Der Grundsatz der Gläubigerautonomie steht im Mittelpunkt des Insolvenzrechts. Weil das einheitliche Insolvenzverfahren wesentlich größere Interessengegensätze zu bewältigen hat als das früher geltende Konkurs- und Vergleichsrecht, hat die Gläubigerautonomie eine überragende Bedeutung. Nach diesem Grundsatz sollen die Gläubiger als "Herren des Verfahrens" über Wohl und Wehe des Verfahrens entscheiden und die prägende Abwicklungsform des Verfahrens wählen können.

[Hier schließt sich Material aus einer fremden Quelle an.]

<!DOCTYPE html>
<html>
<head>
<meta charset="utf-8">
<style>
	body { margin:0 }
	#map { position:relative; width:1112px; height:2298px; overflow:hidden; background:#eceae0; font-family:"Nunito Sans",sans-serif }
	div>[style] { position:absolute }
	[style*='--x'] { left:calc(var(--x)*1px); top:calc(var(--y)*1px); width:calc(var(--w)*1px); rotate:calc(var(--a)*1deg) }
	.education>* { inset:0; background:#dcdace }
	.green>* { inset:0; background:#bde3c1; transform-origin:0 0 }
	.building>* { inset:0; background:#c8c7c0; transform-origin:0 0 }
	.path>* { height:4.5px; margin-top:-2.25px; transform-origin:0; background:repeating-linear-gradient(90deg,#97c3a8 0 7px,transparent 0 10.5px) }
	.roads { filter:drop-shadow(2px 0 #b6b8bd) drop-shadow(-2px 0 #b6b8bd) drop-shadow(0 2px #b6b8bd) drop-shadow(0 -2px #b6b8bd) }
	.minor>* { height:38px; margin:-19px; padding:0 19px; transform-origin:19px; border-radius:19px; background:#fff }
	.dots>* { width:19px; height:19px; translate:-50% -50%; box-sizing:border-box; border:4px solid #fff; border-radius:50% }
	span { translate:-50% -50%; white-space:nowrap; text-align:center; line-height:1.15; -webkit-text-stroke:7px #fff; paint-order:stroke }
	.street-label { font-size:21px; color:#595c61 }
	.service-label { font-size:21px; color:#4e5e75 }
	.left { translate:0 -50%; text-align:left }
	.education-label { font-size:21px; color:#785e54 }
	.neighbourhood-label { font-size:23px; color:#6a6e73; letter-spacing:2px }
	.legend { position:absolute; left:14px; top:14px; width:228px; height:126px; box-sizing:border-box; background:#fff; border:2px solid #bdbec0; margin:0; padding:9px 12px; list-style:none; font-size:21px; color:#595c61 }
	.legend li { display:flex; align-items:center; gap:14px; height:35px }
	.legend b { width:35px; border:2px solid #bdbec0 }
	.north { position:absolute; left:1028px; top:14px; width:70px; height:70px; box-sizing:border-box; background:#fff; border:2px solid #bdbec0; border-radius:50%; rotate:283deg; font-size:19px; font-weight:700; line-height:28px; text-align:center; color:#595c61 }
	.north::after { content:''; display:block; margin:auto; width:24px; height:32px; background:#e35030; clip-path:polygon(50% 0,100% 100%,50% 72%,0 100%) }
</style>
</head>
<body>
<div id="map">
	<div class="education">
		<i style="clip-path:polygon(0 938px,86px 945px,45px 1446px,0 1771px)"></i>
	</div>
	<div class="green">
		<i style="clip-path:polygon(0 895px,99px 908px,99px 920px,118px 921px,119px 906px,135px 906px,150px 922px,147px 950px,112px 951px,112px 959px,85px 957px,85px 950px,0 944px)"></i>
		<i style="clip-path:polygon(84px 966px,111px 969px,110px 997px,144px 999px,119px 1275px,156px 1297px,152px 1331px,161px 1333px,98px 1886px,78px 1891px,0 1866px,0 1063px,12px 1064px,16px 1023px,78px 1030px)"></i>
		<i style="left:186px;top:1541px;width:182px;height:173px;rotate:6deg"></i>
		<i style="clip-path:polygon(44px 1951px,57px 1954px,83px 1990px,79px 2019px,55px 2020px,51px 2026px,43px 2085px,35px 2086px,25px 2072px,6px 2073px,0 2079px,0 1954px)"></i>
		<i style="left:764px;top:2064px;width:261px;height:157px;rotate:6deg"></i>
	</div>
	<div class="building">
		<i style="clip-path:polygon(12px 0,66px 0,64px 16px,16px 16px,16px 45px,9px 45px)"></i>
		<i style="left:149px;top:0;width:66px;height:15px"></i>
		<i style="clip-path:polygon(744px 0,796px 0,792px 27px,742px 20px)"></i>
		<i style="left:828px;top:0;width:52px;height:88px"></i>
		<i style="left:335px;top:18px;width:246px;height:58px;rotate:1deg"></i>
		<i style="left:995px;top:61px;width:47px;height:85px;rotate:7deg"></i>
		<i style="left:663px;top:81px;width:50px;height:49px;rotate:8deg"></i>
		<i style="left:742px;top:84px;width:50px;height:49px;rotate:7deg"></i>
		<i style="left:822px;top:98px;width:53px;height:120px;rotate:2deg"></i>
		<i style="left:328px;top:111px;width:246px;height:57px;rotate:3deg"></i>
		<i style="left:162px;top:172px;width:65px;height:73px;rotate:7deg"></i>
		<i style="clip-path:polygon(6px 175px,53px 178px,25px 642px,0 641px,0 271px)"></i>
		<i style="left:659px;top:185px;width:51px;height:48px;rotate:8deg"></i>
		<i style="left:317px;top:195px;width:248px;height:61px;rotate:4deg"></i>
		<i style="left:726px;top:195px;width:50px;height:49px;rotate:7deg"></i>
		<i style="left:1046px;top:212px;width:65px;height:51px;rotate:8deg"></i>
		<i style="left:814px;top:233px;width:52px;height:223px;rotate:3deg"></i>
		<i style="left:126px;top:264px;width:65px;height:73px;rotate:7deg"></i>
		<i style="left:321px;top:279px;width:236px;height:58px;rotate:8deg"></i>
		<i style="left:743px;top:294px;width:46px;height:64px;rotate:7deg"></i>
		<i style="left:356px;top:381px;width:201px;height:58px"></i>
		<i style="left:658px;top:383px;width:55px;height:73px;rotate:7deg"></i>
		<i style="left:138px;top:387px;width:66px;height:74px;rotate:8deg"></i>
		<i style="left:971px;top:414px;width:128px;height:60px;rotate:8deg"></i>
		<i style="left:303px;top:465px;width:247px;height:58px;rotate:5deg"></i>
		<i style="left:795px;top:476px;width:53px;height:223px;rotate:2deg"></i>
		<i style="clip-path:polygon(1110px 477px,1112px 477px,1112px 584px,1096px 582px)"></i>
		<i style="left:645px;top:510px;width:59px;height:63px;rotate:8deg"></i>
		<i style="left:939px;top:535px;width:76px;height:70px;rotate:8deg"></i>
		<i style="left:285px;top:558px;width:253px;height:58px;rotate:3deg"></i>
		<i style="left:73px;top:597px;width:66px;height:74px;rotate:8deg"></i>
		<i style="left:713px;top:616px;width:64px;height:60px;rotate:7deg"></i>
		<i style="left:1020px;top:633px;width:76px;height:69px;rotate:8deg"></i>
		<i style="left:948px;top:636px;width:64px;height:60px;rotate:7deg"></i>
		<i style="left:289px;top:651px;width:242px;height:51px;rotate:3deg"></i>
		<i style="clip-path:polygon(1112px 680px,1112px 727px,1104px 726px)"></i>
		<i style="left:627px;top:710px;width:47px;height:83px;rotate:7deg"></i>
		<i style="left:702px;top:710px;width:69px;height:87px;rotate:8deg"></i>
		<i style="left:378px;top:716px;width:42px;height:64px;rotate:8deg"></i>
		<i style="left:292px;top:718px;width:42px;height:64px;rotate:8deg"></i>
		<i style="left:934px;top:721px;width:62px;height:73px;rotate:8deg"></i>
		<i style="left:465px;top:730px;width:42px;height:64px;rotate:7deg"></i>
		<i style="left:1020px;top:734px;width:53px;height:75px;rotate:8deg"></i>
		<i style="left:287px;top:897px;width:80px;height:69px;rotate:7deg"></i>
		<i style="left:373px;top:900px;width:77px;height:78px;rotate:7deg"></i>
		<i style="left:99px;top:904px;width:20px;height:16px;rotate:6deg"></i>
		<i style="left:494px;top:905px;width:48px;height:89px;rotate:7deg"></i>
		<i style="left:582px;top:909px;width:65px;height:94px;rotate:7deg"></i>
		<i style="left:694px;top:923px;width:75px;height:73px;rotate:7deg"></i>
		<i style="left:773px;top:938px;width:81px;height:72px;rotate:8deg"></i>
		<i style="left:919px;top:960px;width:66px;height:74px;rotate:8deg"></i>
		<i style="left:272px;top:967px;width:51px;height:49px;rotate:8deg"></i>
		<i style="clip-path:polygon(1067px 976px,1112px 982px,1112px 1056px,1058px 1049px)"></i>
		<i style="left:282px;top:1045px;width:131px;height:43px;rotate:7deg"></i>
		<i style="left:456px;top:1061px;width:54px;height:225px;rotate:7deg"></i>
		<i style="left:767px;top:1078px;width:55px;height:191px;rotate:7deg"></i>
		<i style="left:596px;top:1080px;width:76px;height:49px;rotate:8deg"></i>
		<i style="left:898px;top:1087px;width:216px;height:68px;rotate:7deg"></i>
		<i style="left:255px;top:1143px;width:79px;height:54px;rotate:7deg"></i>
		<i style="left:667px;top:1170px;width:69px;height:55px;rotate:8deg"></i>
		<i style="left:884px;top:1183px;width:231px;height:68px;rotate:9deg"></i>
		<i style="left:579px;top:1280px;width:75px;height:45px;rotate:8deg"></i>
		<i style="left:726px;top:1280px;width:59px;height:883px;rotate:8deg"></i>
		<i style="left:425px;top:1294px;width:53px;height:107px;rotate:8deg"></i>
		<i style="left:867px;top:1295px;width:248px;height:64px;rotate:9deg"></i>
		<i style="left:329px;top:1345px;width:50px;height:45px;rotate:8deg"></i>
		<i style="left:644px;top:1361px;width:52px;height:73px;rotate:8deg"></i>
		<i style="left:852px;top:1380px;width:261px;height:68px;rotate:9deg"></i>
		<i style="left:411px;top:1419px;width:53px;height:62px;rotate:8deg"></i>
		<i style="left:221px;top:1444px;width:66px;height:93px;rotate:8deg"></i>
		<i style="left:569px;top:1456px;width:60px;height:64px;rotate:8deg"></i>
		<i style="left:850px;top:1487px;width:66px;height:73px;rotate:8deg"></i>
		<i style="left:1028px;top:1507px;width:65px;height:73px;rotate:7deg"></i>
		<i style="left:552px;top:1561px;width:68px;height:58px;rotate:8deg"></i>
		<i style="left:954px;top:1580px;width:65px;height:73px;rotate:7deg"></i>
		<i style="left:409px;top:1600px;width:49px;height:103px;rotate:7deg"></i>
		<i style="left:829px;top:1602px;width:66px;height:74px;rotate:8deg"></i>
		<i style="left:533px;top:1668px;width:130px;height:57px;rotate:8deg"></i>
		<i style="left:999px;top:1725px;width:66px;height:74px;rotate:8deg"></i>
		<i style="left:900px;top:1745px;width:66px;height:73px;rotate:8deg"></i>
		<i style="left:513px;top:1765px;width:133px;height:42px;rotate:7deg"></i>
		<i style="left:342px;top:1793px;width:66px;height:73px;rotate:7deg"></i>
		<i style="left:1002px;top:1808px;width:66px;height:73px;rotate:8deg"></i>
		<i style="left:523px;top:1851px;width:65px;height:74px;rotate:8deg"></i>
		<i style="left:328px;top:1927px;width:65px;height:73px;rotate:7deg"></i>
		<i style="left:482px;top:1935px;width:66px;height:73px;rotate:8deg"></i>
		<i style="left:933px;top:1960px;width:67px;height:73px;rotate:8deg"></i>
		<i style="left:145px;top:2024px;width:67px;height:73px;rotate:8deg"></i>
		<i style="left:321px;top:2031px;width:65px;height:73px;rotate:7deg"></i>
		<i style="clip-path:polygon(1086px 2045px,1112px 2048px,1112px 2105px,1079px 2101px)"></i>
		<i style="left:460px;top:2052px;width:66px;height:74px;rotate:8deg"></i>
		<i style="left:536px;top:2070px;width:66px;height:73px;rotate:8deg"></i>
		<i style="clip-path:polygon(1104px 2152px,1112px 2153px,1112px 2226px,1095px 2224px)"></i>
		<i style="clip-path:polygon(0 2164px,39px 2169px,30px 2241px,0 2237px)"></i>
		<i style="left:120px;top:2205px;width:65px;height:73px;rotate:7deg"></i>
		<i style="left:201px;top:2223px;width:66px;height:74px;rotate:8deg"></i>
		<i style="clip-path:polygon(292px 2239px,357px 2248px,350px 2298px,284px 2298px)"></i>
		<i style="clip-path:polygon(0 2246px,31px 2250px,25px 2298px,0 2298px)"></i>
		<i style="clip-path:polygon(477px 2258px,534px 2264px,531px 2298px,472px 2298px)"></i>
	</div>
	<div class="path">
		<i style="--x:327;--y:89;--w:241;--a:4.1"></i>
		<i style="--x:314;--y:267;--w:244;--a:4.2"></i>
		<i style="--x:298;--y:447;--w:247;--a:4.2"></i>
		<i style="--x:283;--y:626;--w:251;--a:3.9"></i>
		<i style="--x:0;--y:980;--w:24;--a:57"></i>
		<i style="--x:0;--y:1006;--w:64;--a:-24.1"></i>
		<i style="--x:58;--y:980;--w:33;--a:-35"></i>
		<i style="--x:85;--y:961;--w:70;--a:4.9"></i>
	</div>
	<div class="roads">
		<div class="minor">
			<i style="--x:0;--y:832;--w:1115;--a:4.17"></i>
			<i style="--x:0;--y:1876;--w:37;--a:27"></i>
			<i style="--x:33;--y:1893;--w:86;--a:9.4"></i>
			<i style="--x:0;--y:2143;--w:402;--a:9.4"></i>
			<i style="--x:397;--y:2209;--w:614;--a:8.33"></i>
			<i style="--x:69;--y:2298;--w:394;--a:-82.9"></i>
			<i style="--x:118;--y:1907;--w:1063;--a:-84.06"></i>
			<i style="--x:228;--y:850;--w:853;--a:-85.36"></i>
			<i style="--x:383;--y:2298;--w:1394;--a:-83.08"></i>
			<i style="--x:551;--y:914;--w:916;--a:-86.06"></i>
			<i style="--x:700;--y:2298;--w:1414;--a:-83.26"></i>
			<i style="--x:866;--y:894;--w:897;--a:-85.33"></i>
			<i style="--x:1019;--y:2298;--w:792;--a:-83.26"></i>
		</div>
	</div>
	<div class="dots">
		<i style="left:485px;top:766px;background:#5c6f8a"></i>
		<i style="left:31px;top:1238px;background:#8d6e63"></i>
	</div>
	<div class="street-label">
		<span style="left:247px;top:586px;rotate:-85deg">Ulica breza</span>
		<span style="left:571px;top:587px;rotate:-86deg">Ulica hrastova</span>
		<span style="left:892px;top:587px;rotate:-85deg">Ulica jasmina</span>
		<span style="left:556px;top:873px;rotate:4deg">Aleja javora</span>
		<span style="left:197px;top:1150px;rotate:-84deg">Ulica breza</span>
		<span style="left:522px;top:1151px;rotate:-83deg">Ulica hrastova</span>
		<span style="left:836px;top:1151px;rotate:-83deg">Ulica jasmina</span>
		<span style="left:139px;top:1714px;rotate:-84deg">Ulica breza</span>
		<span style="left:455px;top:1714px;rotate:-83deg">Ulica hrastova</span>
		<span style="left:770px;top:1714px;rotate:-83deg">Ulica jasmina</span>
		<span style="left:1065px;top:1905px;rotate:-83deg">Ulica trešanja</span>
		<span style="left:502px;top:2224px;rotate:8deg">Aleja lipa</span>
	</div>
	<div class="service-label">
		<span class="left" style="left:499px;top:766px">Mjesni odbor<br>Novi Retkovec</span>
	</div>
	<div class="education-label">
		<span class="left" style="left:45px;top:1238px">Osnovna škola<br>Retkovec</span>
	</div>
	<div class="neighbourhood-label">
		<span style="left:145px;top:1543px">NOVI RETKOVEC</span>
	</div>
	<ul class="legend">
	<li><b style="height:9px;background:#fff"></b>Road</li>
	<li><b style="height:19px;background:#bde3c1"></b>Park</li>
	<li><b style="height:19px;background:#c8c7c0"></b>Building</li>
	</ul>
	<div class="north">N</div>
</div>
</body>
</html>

Gesicherte und ungesicherte Gläubiger

Die wesentlichen Entscheidungen im Ablauf des Insolvenzverfahrens sind nicht umkehrbar. Insbesondere diejenigen Entscheidungen, die einen Einfluss auf die Dauer des Verfahrens haben, tangieren die Rechte der Beteiligten unterschiedlich. Ungesicherte und erst recht nachrangige Gläubiger sowie der Schuldner und an ihm beteiligte Personen, die in der Insolvenz alles zu verlieren haben, durch eine Sanierung allerdings auch viel gewinnen können, werden in der Regel daran interessiert sein, auch noch die geringste Chance zur Sanierung in Anspruch zu nehmen. Gesicherte Gläubiger hingegen, die bessere Chancen zur Haftungsverwirklichung sehen, werden nicht selten eher an einem baldigen Liquiditätszufluss durch Einzelverwertung ihre Sicherheiten interessiert sein.

Insolvenzplan

Die Beteiligtenautonomie wird verwirklicht durch die Gläubigerversammlung (§§ 74 ff. InsO) und den Gläubigerausschuss (§§ 67 ff. InsO). Das zentrale Mittel zur autonomen Abwicklung der Insolvenzen des Schuldners ist der Insolvenzplan (§§ 217 ff. InsO; vgl. Teil 9). Die Befriedigung der Absonderungsberechtigten und der Insolvenzgläubiger, die Verwertung der Insolvenzmasse und deren Verteilung an die Beteiligten sowie die Haftung des Schuldners nach der Beendigung des Insolvenzverfahrens können in einen Insolvenzplan abweichend von Vorschriften dieses Gesetzes geregelt werden (§ 217 InsO). Durch einen Insolvenzplan kann - völlig gläubigerbestimmt und gestalterisch im Rahmen zulässiger Regelungen frei wählbar - abweichend von den normalen Bestimmungen nach dem mehrheitlichen Willen der Gläubiger eine andere Abwicklungsart konzipiert werden. Der Gesetzgeber "schenkt" hier den Gläubigern die Freizügigkeit, das Verfahren nach eigenem Wunsch anders zu gestalten. Dieses "Mehr" an Gläubigerautonomie spiegelt sich beim Plan z.B. auch im Prüfungsumfang der Schlussrechnung wider. Durch einen bestätigten Insolvenzplan kann nämlich sinngemäß auch der Verzicht auf die Schlussrechnungslegung vereinbart werden, § 66 Abs. 1 Satz 2 InsO. Dieser Verzicht wiederum kann die interne Rechnungslegungspflicht des Insolvenzverwalters und die Prüfungspflicht des Gerichts bis auf null reduzieren (BayObLG, Beschl. v. 07.09.2022 - 102 VA 192/21). Zur Vorlage eines Plans sind Insolvenzverwalter und der Schuldner berechtigt (§ 218 Abs. 1 InsO). Aber auch die Gläubiger können, vertreten durch die Gläubigerversammlung, den Insolvenzverwalter beauftragen, einen Insolvenzplan auszuarbeiten und vorzulegen (§ 218 Abs. 2 InsO). Die Entscheidung über die Annahme des Plans wiederum liegt in allen Fällen bei der Gläubigerversammlung. Einschränkungen der Entscheidungsbefugnisse des Gläubigerausschusses sind in den §§ 231 und 145 InsO zu sehen. Die Zustimmung des Schuldners zum Insolvenzplan ist allerdings nicht zwingend erforderlich (§ 247 Abs. 2 InsO).